Items from a dataset:
Segment Open

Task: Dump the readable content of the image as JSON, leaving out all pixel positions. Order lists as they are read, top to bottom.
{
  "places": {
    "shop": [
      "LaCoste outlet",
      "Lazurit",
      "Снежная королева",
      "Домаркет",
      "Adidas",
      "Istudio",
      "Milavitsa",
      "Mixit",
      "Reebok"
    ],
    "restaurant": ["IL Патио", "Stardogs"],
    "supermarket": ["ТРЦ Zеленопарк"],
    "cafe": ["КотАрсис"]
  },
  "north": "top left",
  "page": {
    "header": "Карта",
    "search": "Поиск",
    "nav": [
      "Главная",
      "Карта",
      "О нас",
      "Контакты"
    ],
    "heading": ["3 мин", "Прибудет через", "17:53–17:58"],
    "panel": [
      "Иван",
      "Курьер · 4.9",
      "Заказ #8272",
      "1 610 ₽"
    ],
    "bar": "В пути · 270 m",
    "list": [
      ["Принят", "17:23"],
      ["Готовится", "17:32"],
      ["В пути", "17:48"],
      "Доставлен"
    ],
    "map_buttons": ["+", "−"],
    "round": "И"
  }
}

Segment Closed

PROBLEM DETAILS: In your response, give all the records again with nothing altered.

YOUR RESPONSE:
Task: Dump the readable content of the image as JSON, leaving out all pixel positions. Order lists as they are read, top to bottom.
{
  "places": {
    "shop": [
      "LaCoste outlet",
      "Lazurit",
      "Снежная королева",
      "Домаркет",
      "Adidas",
      "Istudio",
      "Milavitsa",
      "Mixit",
      "Reebok"
    ],
    "restaurant": ["IL Патио", "Stardogs"],
    "supermarket": ["ТРЦ Zеленопарк"],
    "cafe": ["КотАрсис"]
  },
  "north": "top left",
  "page": {
    "header": "Карта",
    "search": "Поиск",
    "nav": [
      "Главная",
      "Карта",
      "О нас",
      "Контакты"
    ],
    "heading": ["3 мин", "Прибудет через", "17:53–17:58"],
    "panel": [
      "Иван",
      "Курьер · 4.9",
      "Заказ #8272",
      "1 610 ₽"
    ],
    "bar": "В пути · 270 m",
    "list": [
      ["Принят", "17:23"],
      ["Готовится", "17:32"],
      ["В пути", "17:48"],
      "Доставлен"
    ],
    "map_buttons": ["+", "−"],
    "round": "И"
  }
}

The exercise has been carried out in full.